- [Work instructions]: An exact copy of the listing is needed, with every line kept.

- [Records]:
[Start of section]
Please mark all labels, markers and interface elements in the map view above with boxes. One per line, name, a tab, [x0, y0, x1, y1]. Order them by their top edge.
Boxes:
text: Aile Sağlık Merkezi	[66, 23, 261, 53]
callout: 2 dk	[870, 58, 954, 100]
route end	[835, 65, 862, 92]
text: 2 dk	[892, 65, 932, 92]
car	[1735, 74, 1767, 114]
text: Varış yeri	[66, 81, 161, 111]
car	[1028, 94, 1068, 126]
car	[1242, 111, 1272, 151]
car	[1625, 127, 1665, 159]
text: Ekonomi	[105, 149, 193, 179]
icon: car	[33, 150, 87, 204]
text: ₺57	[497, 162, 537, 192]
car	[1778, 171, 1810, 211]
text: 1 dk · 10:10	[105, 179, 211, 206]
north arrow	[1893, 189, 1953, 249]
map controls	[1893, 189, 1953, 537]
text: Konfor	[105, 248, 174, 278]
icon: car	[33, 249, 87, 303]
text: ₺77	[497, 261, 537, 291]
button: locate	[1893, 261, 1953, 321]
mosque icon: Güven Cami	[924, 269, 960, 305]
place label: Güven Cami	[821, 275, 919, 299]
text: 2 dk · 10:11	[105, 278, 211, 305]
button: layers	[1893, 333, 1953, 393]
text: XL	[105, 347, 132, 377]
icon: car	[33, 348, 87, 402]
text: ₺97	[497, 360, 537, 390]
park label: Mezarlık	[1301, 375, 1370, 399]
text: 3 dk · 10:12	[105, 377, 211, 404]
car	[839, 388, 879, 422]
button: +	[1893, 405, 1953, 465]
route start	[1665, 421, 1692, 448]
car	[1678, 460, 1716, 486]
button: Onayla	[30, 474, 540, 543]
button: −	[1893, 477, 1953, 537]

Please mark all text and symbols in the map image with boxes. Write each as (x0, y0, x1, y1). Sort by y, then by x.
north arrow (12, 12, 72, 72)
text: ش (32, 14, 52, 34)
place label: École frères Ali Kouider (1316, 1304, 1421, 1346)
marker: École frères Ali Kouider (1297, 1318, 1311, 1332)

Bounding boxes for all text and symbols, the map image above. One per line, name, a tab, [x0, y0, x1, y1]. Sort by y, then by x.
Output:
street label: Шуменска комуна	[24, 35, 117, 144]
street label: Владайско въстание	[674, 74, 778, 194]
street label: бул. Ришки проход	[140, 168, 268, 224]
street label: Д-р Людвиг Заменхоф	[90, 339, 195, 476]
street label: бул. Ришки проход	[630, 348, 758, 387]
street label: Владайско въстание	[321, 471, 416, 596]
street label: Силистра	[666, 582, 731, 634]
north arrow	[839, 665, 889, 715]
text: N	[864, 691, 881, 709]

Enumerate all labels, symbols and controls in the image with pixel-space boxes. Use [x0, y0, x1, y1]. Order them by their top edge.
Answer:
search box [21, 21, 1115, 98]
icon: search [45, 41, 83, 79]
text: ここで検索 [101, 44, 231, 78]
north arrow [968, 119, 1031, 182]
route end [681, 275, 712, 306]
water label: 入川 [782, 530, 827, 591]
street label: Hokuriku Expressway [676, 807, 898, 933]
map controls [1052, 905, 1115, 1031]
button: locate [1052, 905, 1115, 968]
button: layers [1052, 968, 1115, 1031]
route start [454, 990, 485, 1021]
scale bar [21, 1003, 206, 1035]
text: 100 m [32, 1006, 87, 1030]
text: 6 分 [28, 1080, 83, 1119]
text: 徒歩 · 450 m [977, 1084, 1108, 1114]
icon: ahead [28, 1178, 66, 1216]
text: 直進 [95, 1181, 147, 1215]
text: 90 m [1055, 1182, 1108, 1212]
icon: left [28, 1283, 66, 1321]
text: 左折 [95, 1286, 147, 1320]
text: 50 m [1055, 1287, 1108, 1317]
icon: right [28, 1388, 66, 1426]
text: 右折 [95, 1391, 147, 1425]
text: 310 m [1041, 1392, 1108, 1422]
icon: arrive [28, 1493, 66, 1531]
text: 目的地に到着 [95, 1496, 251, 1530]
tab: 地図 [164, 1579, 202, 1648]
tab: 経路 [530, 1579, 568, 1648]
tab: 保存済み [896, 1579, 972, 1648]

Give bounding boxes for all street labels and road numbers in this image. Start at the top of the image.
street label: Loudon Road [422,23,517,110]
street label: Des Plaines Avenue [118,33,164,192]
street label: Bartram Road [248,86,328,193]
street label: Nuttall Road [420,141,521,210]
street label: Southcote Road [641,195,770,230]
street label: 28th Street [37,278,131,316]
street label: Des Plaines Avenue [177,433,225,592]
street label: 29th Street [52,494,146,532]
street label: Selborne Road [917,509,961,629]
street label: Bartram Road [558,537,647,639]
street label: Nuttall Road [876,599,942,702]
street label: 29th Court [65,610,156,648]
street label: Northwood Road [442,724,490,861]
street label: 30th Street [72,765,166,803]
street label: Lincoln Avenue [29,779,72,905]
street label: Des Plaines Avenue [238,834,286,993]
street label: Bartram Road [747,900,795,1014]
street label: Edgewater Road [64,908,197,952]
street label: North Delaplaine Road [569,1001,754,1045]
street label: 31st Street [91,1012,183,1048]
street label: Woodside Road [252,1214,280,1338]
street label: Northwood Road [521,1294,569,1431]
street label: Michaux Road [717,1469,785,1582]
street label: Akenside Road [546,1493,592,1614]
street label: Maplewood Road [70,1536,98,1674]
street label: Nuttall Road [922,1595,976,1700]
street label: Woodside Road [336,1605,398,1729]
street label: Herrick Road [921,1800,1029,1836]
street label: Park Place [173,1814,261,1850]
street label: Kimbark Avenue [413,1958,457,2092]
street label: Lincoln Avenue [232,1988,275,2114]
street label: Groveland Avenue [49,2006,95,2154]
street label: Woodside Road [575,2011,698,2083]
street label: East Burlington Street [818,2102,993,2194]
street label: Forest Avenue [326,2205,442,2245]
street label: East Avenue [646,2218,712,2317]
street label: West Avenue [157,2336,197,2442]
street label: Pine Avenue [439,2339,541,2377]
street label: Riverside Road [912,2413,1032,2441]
[End of section]
- [Solution]:
Please mark all labels, markers and interface elements in the map view above with boxes. One per line, name, a tab, [x0, y0, x1, y1]. Order them by their top edge.
Boxes:
text: Aile Sağlık Merkezi	[66, 23, 261, 53]
callout: 2 dk	[870, 58, 954, 100]
route end	[835, 65, 862, 92]
text: 2 dk	[892, 65, 932, 92]
car	[1735, 74, 1767, 114]
text: Varış yeri	[66, 81, 161, 111]
car	[1028, 94, 1068, 126]
car	[1242, 111, 1272, 151]
car	[1625, 127, 1665, 159]
text: Ekonomi	[105, 149, 193, 179]
icon: car	[33, 150, 87, 204]
text: ₺57	[497, 162, 537, 192]
car	[1778, 171, 1810, 211]
text: 1 dk · 10:10	[105, 179, 211, 206]
north arrow	[1893, 189, 1953, 249]
map controls	[1893, 189, 1953, 537]
text: Konfor	[105, 248, 174, 278]
icon: car	[33, 249, 87, 303]
text: ₺77	[497, 261, 537, 291]
button: locate	[1893, 261, 1953, 321]
mosque icon: Güven Cami	[924, 269, 960, 305]
place label: Güven Cami	[821, 275, 919, 299]
text: 2 dk · 10:11	[105, 278, 211, 305]
button: layers	[1893, 333, 1953, 393]
text: XL	[105, 347, 132, 377]
icon: car	[33, 348, 87, 402]
text: ₺97	[497, 360, 537, 390]
park label: Mezarlık	[1301, 375, 1370, 399]
text: 3 dk · 10:12	[105, 377, 211, 404]
car	[839, 388, 879, 422]
button: +	[1893, 405, 1953, 465]
route start	[1665, 421, 1692, 448]
car	[1678, 460, 1716, 486]
button: Onayla	[30, 474, 540, 543]
button: −	[1893, 477, 1953, 537]

Please mark all text and symbols in the map image with boxes. Write each as (x0, y0, x1, y1). Sort by y, then by x.
north arrow (12, 12, 72, 72)
text: ش (32, 14, 52, 34)
place label: École frères Ali Kouider (1316, 1304, 1421, 1346)
marker: École frères Ali Kouider (1297, 1318, 1311, 1332)

Bounding boxes for all text and symbols, the map image above. One per line, name, a tab, [x0, y0, x1, y1]. Sort by y, then by x.
Output:
street label: Шуменска комуна	[24, 35, 117, 144]
street label: Владайско въстание	[674, 74, 778, 194]
street label: бул. Ришки проход	[140, 168, 268, 224]
street label: Д-р Людвиг Заменхоф	[90, 339, 195, 476]
street label: бул. Ришки проход	[630, 348, 758, 387]
street label: Владайско въстание	[321, 471, 416, 596]
street label: Силистра	[666, 582, 731, 634]
north arrow	[839, 665, 889, 715]
text: N	[864, 691, 881, 709]

Enumerate all labels, symbols and controls in the image with pixel-space boxes. Use [x0, y0, x1, y1]. Order them by their top edge.
Answer:
search box [21, 21, 1115, 98]
icon: search [45, 41, 83, 79]
text: ここで検索 [101, 44, 231, 78]
north arrow [968, 119, 1031, 182]
route end [681, 275, 712, 306]
water label: 入川 [782, 530, 827, 591]
street label: Hokuriku Expressway [676, 807, 898, 933]
map controls [1052, 905, 1115, 1031]
button: locate [1052, 905, 1115, 968]
button: layers [1052, 968, 1115, 1031]
route start [454, 990, 485, 1021]
scale bar [21, 1003, 206, 1035]
text: 100 m [32, 1006, 87, 1030]
text: 6 分 [28, 1080, 83, 1119]
text: 徒歩 · 450 m [977, 1084, 1108, 1114]
icon: ahead [28, 1178, 66, 1216]
text: 直進 [95, 1181, 147, 1215]
text: 90 m [1055, 1182, 1108, 1212]
icon: left [28, 1283, 66, 1321]
text: 左折 [95, 1286, 147, 1320]
text: 50 m [1055, 1287, 1108, 1317]
icon: right [28, 1388, 66, 1426]
text: 右折 [95, 1391, 147, 1425]
text: 310 m [1041, 1392, 1108, 1422]
icon: arrive [28, 1493, 66, 1531]
text: 目的地に到着 [95, 1496, 251, 1530]
tab: 地図 [164, 1579, 202, 1648]
tab: 経路 [530, 1579, 568, 1648]
tab: 保存済み [896, 1579, 972, 1648]

Give bounding boxes for all street labels and road numbers in this image. Start at the top of the image.
street label: Loudon Road [422,23,517,110]
street label: Des Plaines Avenue [118,33,164,192]
street label: Bartram Road [248,86,328,193]
street label: Nuttall Road [420,141,521,210]
street label: Southcote Road [641,195,770,230]
street label: 28th Street [37,278,131,316]
street label: Des Plaines Avenue [177,433,225,592]
street label: 29th Street [52,494,146,532]
street label: Selborne Road [917,509,961,629]
street label: Bartram Road [558,537,647,639]
street label: Nuttall Road [876,599,942,702]
street label: 29th Court [65,610,156,648]
street label: Northwood Road [442,724,490,861]
street label: 30th Street [72,765,166,803]
street label: Lincoln Avenue [29,779,72,905]
street label: Des Plaines Avenue [238,834,286,993]
street label: Bartram Road [747,900,795,1014]
street label: Edgewater Road [64,908,197,952]
street label: North Delaplaine Road [569,1001,754,1045]
street label: 31st Street [91,1012,183,1048]
street label: Woodside Road [252,1214,280,1338]
street label: Northwood Road [521,1294,569,1431]
street label: Michaux Road [717,1469,785,1582]
street label: Akenside Road [546,1493,592,1614]
street label: Maplewood Road [70,1536,98,1674]
street label: Nuttall Road [922,1595,976,1700]
street label: Woodside Road [336,1605,398,1729]
street label: Herrick Road [921,1800,1029,1836]
street label: Park Place [173,1814,261,1850]
street label: Kimbark Avenue [413,1958,457,2092]
street label: Lincoln Avenue [232,1988,275,2114]
street label: Groveland Avenue [49,2006,95,2154]
street label: Woodside Road [575,2011,698,2083]
street label: East Burlington Street [818,2102,993,2194]
street label: Forest Avenue [326,2205,442,2245]
street label: East Avenue [646,2218,712,2317]
street label: West Avenue [157,2336,197,2442]
street label: Pine Avenue [439,2339,541,2377]
street label: Riverside Road [912,2413,1032,2441]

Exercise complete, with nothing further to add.